El hijo mayor se indigna por lo que ha hecho su hermano y por cómo lo ha recibido su padre, que le ha lavado y curado las heridas, le ha puesto una túnica y sandalias nuevas, le ha organizado un banquete, le ha colocado un anillo de hijo con todos los derechos…).
Al hijo mayor, que se siente el merecedor de todo privilegio y atención del padre, le duele que su padre no sólo haya perdonado a su hermano, sino que haya derrochado en él todo su amor y ternura. Esto evidencia que a este hijo que se consideraba cumplidor y perfecto no sabe lo que es amar, porque él ha vivido con la única finalidad de cumplir, obedecer y servir no por amor a su padre, sino para ser recompensado, premiado y gozar de todos los privilegios.
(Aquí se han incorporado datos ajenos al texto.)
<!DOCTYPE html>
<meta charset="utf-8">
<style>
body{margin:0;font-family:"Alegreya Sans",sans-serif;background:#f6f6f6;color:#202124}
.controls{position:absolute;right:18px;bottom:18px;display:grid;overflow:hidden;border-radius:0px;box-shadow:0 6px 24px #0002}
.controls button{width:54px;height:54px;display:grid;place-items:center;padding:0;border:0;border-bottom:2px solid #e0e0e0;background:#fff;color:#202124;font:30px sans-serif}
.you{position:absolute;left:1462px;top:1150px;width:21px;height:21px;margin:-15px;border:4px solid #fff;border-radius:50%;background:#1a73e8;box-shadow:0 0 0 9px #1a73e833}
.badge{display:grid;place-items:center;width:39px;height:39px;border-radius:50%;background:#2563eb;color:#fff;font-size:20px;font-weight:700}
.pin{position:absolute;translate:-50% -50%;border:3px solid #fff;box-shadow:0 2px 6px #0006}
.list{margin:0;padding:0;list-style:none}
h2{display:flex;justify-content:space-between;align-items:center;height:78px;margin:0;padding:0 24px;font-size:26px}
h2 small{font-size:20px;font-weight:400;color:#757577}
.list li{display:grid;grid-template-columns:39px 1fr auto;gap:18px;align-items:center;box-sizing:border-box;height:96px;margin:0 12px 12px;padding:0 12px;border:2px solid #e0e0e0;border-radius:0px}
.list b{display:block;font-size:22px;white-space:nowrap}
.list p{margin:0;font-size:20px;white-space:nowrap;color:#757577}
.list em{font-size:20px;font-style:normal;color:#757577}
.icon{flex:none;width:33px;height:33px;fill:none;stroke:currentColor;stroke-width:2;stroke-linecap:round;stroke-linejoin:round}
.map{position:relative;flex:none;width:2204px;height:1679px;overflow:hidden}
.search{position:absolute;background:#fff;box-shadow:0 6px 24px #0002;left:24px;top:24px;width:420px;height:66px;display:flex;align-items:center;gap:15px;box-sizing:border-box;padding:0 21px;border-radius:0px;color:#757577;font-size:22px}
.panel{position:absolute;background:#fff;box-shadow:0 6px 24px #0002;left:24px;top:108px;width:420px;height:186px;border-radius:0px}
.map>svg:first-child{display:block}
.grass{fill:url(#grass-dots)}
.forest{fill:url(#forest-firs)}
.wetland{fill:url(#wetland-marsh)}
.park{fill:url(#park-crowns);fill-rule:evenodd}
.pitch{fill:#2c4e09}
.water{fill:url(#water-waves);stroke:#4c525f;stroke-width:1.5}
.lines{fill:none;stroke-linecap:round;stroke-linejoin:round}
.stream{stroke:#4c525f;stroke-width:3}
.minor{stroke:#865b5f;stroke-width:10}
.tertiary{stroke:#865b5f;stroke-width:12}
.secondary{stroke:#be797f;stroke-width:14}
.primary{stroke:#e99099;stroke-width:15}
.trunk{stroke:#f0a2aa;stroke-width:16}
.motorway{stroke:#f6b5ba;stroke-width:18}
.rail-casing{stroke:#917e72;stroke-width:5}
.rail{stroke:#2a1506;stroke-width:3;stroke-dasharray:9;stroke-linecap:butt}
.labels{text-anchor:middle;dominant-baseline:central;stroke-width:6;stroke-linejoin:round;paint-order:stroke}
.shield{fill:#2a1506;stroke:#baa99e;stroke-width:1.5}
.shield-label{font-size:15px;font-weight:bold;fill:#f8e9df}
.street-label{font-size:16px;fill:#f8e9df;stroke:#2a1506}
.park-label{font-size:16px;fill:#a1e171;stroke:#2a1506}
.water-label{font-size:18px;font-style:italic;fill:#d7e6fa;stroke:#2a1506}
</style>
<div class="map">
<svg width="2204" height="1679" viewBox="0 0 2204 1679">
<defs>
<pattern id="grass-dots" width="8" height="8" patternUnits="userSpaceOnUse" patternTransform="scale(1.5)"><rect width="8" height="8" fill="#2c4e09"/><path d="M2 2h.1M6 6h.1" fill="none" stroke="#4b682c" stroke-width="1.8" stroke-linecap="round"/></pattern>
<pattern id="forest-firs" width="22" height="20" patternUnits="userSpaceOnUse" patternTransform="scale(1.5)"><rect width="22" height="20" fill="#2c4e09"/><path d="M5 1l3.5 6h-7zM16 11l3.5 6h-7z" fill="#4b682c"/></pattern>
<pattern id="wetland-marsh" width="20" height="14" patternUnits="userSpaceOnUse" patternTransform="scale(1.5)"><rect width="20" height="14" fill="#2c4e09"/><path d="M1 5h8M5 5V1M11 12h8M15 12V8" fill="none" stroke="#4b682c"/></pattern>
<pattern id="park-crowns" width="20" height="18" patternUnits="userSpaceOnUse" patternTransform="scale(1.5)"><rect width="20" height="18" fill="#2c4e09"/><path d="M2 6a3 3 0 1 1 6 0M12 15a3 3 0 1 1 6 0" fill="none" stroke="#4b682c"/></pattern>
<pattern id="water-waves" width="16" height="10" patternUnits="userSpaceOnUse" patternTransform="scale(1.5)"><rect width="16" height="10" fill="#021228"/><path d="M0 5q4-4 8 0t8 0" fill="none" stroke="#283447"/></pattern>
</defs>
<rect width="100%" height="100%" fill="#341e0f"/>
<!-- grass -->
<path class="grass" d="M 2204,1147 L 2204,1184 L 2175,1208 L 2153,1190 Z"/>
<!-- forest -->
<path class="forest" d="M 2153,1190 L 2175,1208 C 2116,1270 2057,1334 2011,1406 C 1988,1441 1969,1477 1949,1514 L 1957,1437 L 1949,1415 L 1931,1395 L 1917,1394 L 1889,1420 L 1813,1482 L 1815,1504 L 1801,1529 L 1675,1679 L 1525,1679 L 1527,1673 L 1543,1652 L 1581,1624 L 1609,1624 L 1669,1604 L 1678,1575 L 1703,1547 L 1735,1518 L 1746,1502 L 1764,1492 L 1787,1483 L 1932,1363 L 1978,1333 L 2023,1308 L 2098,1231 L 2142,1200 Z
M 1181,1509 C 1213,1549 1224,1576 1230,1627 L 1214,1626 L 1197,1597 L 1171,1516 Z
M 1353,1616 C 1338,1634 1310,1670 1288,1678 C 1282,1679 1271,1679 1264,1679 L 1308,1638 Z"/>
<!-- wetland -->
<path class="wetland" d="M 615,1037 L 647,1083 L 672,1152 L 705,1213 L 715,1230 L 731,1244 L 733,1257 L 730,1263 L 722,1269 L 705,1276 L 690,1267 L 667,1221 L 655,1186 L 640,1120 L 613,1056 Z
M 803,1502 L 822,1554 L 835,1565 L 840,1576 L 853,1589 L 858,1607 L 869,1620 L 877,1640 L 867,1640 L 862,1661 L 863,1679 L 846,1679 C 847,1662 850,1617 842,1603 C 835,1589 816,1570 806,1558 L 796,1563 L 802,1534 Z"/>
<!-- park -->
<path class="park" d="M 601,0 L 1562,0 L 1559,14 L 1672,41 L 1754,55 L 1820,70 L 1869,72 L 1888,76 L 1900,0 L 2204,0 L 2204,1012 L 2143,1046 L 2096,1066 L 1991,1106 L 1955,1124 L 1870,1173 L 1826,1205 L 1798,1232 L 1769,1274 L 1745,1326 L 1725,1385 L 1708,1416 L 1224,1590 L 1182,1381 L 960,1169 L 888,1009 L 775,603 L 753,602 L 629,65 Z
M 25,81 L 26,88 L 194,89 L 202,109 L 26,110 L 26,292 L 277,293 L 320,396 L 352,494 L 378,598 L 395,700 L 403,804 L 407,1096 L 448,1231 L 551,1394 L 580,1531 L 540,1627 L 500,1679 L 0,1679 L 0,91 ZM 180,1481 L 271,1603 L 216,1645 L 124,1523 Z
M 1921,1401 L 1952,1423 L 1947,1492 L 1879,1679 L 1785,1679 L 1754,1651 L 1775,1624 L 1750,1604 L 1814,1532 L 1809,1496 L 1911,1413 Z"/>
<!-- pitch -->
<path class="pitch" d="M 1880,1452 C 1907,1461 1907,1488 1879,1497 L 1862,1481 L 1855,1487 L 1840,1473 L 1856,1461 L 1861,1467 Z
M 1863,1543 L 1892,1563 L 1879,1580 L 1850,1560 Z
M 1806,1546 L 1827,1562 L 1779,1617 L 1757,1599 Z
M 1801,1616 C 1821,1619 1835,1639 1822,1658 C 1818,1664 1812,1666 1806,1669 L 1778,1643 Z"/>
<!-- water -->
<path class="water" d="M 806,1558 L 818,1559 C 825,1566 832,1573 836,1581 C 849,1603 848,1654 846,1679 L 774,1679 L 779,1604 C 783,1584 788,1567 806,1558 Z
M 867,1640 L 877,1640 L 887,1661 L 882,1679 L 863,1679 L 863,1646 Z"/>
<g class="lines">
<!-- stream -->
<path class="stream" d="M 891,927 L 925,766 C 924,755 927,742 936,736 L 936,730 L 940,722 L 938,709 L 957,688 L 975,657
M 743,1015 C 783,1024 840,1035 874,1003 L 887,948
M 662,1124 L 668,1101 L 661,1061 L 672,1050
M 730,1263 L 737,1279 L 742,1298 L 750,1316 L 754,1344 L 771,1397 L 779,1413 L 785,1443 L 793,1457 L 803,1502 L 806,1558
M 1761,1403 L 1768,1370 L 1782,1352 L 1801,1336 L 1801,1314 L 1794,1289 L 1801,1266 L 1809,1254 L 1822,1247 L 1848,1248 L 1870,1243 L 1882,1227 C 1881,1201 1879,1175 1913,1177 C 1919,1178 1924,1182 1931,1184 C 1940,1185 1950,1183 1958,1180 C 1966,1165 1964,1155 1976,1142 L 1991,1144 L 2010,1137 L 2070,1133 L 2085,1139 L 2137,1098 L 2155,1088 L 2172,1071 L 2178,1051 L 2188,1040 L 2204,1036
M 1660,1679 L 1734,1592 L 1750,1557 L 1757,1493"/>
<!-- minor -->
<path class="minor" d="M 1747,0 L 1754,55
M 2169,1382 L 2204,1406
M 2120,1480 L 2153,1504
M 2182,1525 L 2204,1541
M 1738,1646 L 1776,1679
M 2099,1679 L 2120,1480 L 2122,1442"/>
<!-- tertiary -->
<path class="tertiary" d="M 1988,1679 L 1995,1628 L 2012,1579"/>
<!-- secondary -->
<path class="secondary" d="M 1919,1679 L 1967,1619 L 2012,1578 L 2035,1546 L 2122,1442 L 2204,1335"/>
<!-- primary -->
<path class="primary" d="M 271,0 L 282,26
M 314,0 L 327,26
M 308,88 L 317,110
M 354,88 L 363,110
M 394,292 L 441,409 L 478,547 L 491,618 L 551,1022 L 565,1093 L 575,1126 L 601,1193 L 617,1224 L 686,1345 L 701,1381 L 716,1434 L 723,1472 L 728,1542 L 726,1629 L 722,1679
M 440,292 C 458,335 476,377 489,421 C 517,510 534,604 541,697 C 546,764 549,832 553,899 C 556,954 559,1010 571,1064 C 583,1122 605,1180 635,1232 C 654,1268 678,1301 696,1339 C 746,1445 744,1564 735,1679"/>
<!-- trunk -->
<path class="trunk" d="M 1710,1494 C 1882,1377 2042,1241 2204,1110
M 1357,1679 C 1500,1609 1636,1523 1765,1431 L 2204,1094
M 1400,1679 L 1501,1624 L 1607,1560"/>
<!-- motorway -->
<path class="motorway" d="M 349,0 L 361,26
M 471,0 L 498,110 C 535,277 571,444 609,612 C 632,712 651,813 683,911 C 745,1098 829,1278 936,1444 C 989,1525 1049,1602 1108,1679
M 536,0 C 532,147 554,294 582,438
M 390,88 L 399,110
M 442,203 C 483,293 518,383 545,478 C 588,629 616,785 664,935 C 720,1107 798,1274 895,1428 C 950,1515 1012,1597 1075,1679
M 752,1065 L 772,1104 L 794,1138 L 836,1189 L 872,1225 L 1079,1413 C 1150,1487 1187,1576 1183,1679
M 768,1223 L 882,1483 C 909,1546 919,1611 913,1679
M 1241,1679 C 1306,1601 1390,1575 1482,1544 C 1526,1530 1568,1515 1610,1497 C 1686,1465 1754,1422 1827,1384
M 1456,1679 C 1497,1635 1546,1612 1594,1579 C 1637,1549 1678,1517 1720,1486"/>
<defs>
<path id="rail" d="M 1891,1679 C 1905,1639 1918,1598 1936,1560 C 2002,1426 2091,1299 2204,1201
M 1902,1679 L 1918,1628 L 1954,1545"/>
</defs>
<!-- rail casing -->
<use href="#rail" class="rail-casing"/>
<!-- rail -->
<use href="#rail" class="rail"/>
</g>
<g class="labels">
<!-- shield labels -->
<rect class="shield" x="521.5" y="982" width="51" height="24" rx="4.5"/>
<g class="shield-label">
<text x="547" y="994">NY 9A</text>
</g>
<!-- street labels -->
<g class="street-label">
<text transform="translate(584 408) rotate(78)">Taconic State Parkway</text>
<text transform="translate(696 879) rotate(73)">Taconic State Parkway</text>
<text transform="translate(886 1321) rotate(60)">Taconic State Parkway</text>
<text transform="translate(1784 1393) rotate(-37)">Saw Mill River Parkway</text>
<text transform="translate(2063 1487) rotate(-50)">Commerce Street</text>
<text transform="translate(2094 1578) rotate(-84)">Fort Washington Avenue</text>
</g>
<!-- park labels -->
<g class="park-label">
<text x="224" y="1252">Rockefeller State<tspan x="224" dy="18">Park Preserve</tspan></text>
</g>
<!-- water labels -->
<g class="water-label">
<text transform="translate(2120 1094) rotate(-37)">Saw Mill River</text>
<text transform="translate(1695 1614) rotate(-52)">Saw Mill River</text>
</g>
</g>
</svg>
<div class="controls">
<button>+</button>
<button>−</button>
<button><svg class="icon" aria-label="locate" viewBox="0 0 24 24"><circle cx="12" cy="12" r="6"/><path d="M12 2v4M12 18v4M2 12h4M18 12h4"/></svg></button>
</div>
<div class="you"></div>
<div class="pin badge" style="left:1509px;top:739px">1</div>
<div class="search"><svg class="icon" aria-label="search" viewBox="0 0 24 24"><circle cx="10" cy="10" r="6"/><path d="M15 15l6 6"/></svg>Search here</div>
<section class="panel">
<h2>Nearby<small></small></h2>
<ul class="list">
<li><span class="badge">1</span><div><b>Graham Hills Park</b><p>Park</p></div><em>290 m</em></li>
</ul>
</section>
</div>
Por eso, el que no sabe dar con gratuidad, el que actúa a cambio de un trato mejor o recompensa... no sabe amar ni perdonar ni disfrutar de la vida, porque la misericordia requiere generosidad y gratuidad. Este hijo mayor, por no saber amar, será envidioso, soberbio y nuca podrá gozar de ser hijo y hermano.
El padre es una cascada y derroche de sorpresas con su hijo pequeño: salió corriendo a su encuentro, se le echó al cuello, lo besó... Pero también se siente padre del hijo mayor y sale a buscarlo cuando no se une al resto de los invitados, porque quiere hacerle partícipe de su alegría y de su mesa.
Este es el Dios que Jesús nos ha venido a descubrir para desmontar otras imágenes que podemos hacernos de Él. Aprendamos de nuestro Padre, a través de su Hijo, porque en esta parábola, como hijos y como hermanos que somos, también nos podemos sentir retratados en los dos hijos para terminar siendo como el padre.